## How to complete this task:
Please reproduce all entries word for word, leaving every image behind.

Stored dataset items

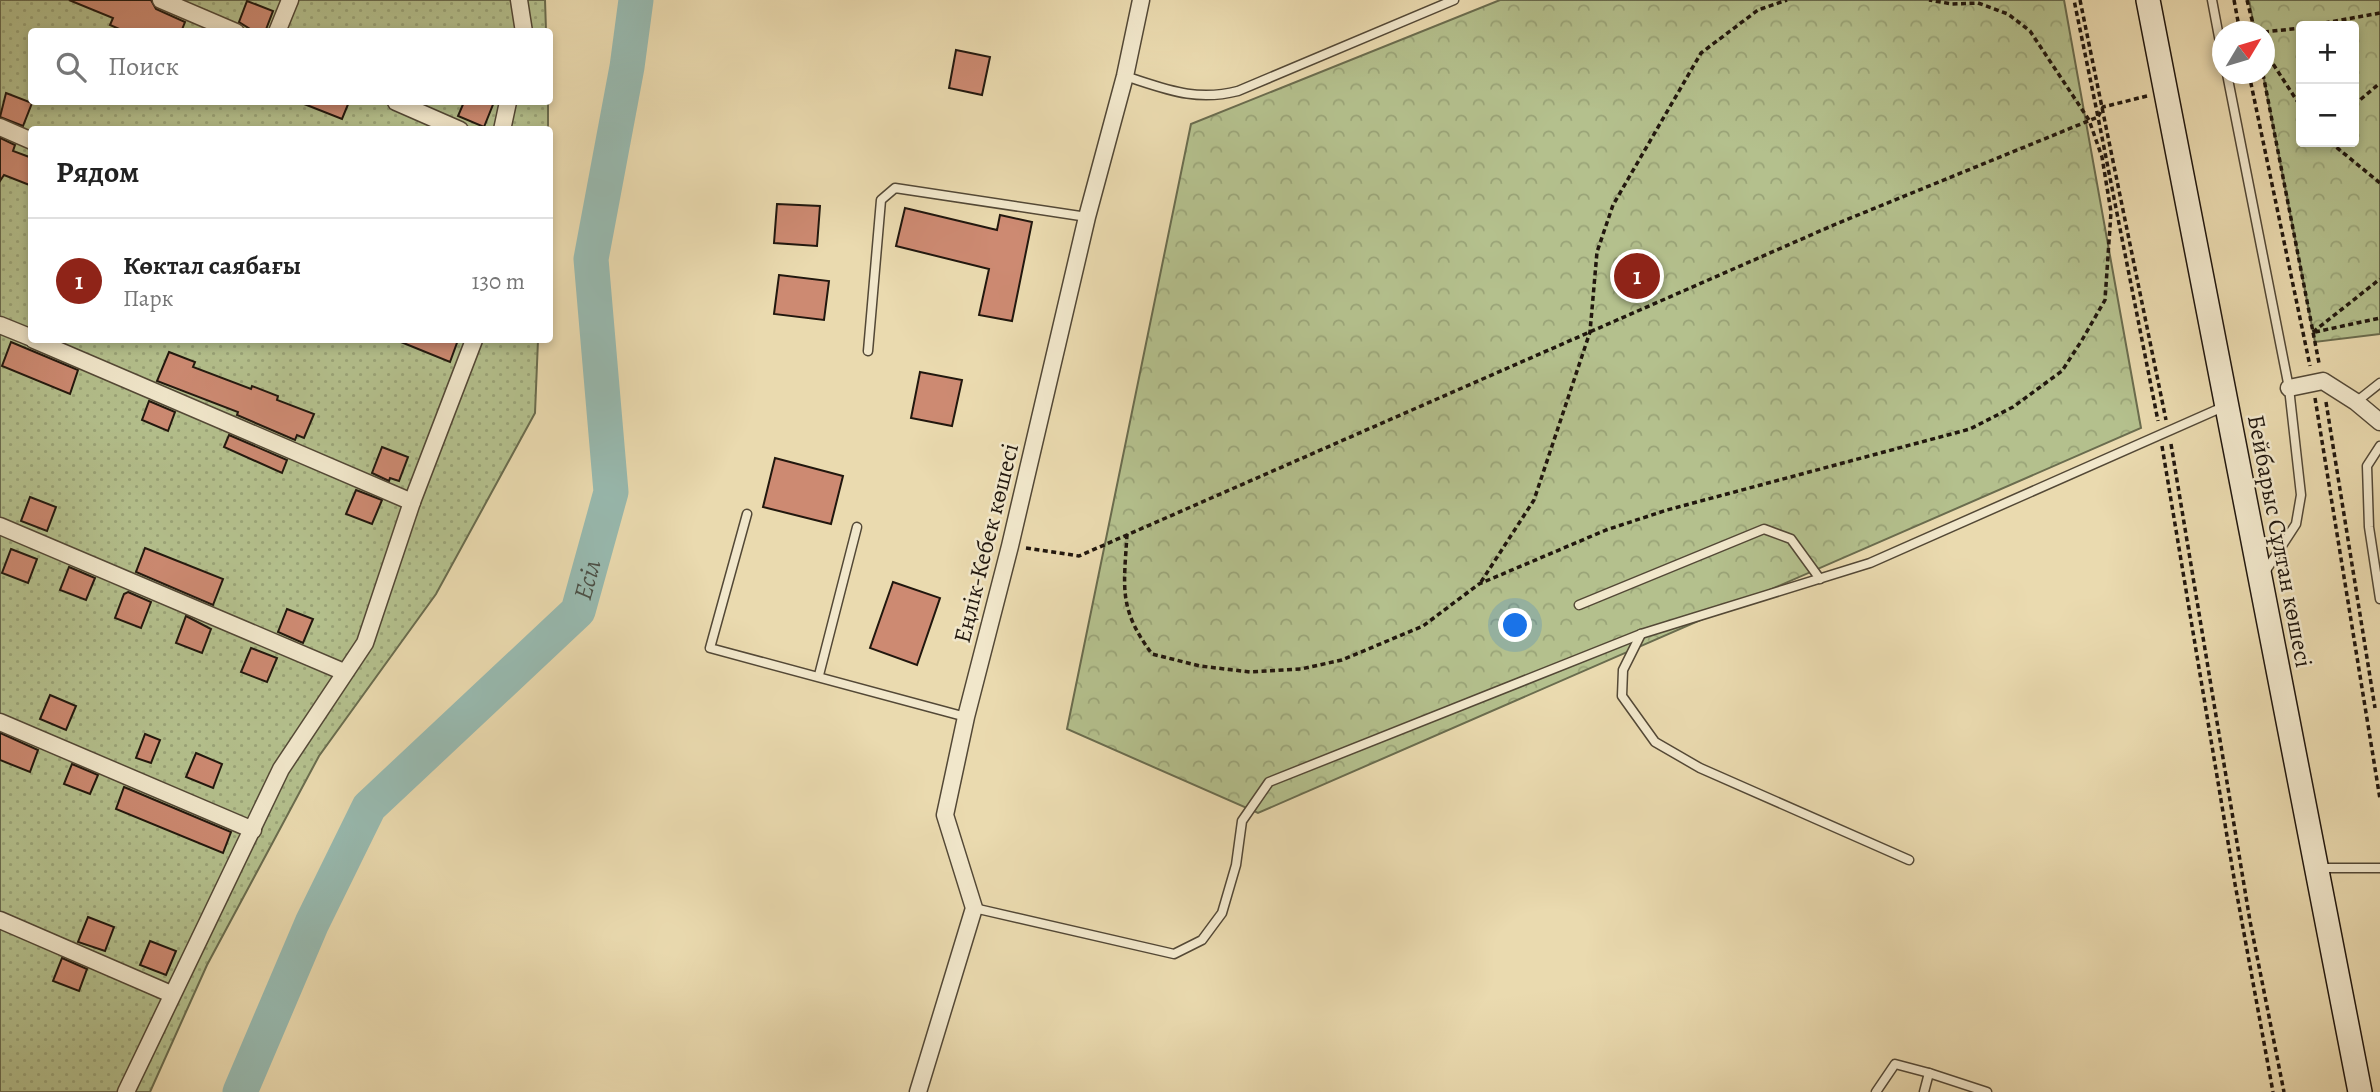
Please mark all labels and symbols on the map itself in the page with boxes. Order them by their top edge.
north arrow [2212,21,2275,84]
pin: 1 [1614,250,1660,302]
street label: Бейбарыс Сұлтан көшесі [2240,412,2320,670]
street label: Еңлік-Кебек көшесі [946,440,1026,646]
water label: Есіл [565,555,610,604]
your location [1498,608,1532,642]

## Response area:
Please mark all labels and symbols on the map itself in the page with boxes. Order them by their top edge.
north arrow [2212,21,2275,84]
pin: 1 [1614,250,1660,302]
street label: Бейбарыс Сұлтан көшесі [2240,412,2320,670]
street label: Еңлік-Кебек көшесі [946,440,1026,646]
water label: Есіл [565,555,610,604]
your location [1498,608,1532,642]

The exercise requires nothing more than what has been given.